Cybersecurity in der Pharmabranche

© AIT / Johannes Zinner

Bei einem Cyberangriff versuchen Hacker bestehende Sicherheitsbarrieren von Computersystemen zu überwinden, um sich vertrauliche oder persönliche Daten anzueignen. Häufig wird bei solchen elektronischen Angriffen Malware oder Spyware eingesetzt. Die Zunahme der Cyberkriminalität macht es für Unternehmen unerlässlich, entsprechende Maßnahmen zur Stärkung ihrer Cybersecurity umzusetzen. Da sich die Möglichkeiten der Cyberkriminellen durch technische Neuerungen ständig verändern, ist dies ein stetiger Prozess.
Dr. Dr.
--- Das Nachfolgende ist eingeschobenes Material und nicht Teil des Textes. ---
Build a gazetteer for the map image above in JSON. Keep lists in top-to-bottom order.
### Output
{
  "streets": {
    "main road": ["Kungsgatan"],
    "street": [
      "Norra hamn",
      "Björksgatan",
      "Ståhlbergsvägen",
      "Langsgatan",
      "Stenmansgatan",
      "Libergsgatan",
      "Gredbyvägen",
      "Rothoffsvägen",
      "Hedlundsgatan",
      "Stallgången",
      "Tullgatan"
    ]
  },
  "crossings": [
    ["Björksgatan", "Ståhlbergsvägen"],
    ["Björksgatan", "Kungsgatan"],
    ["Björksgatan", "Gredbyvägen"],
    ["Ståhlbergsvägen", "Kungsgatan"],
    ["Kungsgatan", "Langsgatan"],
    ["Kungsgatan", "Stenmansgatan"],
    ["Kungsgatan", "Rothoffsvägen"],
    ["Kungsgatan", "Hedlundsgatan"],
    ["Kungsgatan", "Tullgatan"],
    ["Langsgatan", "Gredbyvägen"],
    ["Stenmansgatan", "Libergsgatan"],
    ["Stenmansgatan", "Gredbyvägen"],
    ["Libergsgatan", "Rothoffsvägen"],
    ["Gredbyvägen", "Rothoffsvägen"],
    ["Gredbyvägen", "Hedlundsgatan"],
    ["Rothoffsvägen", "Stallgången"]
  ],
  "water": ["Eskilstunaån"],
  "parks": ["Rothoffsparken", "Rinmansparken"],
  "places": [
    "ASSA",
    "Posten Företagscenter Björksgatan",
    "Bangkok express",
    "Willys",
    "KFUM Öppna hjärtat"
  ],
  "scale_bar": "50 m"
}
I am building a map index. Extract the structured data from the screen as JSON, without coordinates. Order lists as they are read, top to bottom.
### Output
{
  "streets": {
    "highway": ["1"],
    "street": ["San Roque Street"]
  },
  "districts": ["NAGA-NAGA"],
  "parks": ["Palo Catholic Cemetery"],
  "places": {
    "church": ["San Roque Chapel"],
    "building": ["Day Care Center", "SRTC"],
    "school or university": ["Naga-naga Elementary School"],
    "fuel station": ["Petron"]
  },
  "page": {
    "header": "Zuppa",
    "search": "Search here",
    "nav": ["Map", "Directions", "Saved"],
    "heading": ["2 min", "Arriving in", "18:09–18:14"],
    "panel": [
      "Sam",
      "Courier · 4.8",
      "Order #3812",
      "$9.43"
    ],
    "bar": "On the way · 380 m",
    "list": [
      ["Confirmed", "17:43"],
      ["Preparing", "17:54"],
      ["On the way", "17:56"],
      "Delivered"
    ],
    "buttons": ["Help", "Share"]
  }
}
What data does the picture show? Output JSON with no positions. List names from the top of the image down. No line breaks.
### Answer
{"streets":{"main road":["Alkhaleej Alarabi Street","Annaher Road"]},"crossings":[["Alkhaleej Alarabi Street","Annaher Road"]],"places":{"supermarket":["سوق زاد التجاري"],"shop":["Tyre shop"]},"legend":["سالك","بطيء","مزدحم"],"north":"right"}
Florian Skopik, Head of Cybersecurity Research am AIT Austrian Institute of Technology GmbH, berichtet im Interview über die aktuellen Herausforderungen für Unternehmen und die erforderlichen Schutzmaßnahmen.
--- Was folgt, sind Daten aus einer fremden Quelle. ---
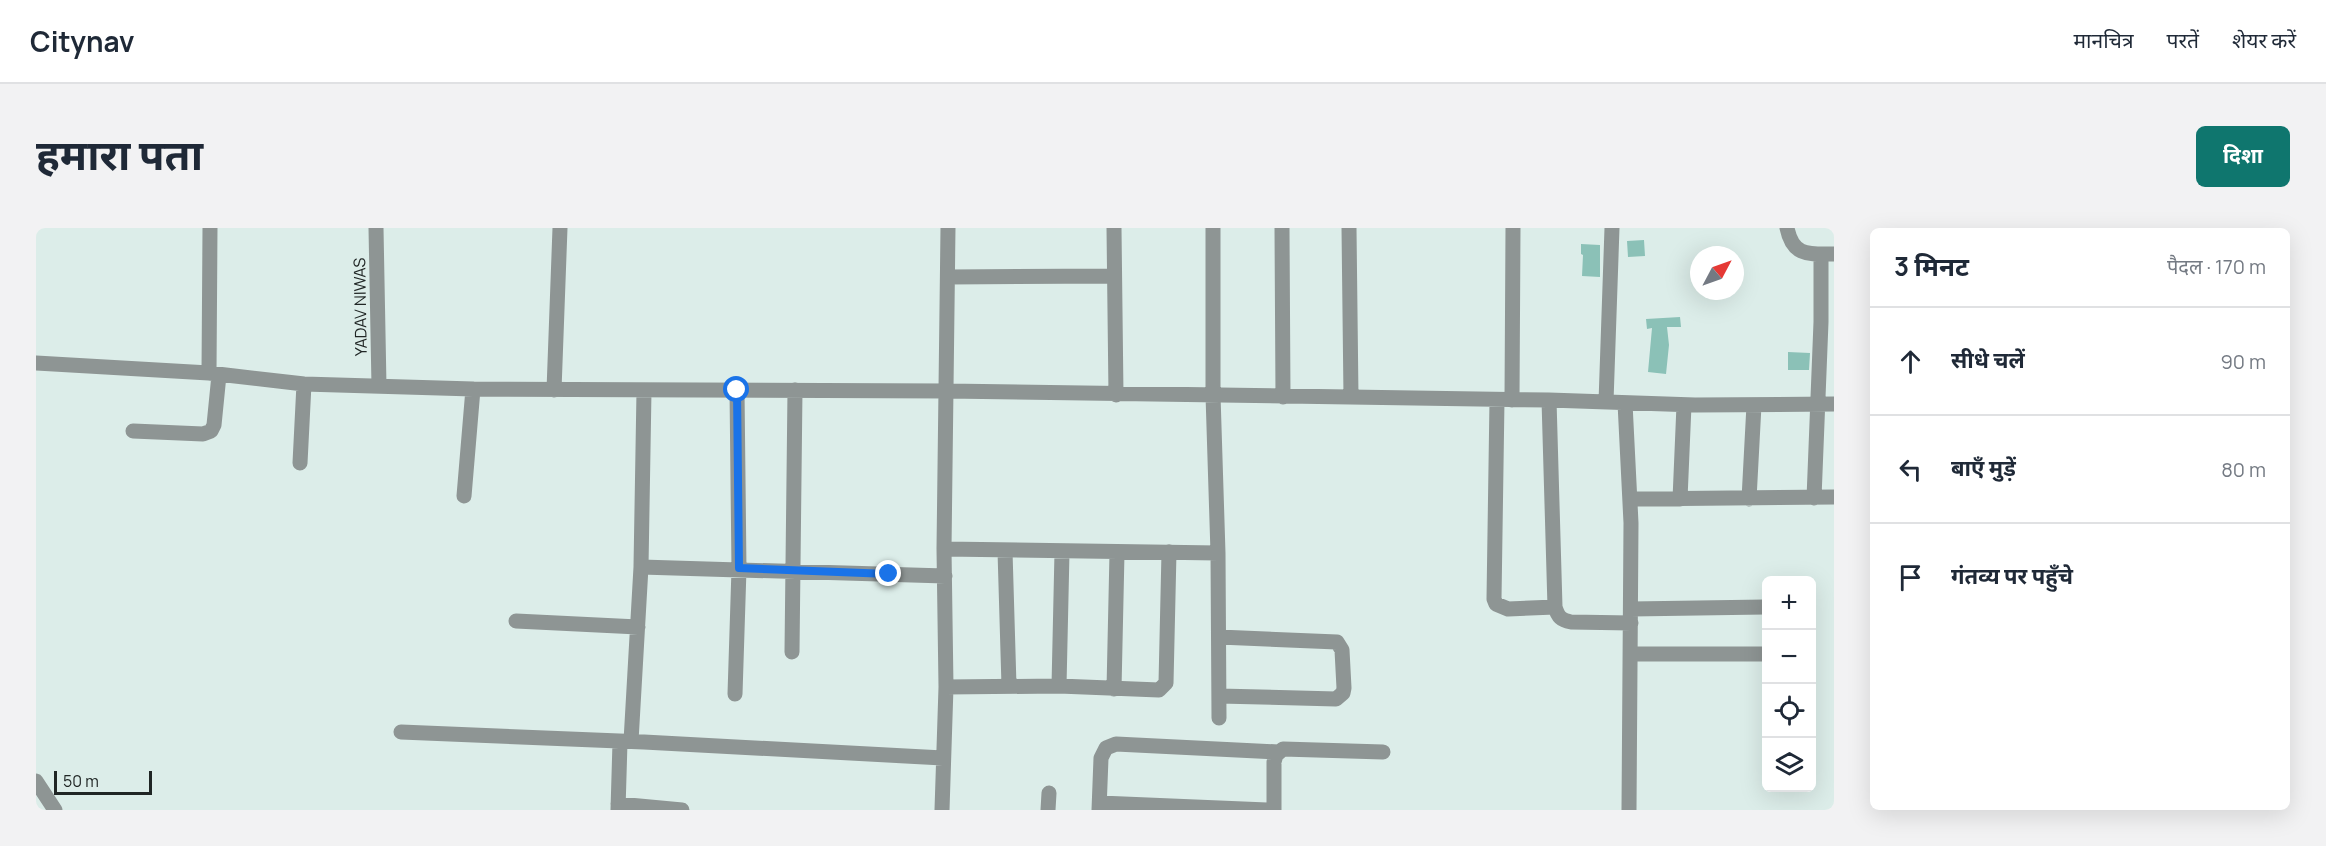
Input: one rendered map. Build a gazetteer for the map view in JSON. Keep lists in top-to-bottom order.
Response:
{
  "streets": {
    "street": ["YADAV NIWAS"]
  },
  "scale_bar": "50 m",
  "north": "top right",
  "page": {
    "header": "Citynav",
    "nav": ["मानचित्र", "परतें", "शेयर करें"],
    "title": "हमारा पता",
    "buttons": "दिशा",
    "heading": ["3 मिनट", "पैदल · 170 m"],
    "list": [
      ["सीधे चलें", "90 m"],
      ["बाएँ मुड़ें", "80 m"],
      "गंतव्य पर पहुँचे"
    ],
    "map_buttons": ["+", "−"],
    "scale": "50 m"
  }
}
PHARMAustria: Was sind aktuell die großen Herausforderungen für Unternehmen in Bezug auf Cybersecurity?

Dr. Dr. Florian Skopik: Aktuell stehen Unternehmen vor einer Vielzahl von Herausforderungen im Bereich Cybersecurity, die sich aufgrund des stetigen Wandels der Technologien und Veränderung der Rahmenbedingungen, unter denen moderne IT-Infrastrukturen betrieben werden, auch ständig weiterentwickeln und an Komplexität zunehmen. Eine große Herausforderung ist dabei, dass die Bedrohungslandschaft sich laufend ändert, mit neuen Angriffsmethoden und -techniken, die von Cyberkriminellen eingesetzt werden. Unternehmen müssen sich kontinuierlich auf dem Laufenden halten, um auf diese sich verändernden Bedrohungen reagieren zu können. Dazu kommt jedoch das Problem, dass dafür oftmals gar nicht die nötigen Fachkräfte vorhanden sind. Es besteht ein ernsthafter Mangel an qualifizierten Cybersecurity-Expertinnen und -Experten, was es für Unternehmen schwierig macht, die erforderlichen Ressourcen für den Schutz ihrer Systeme und Daten bereitzustellen.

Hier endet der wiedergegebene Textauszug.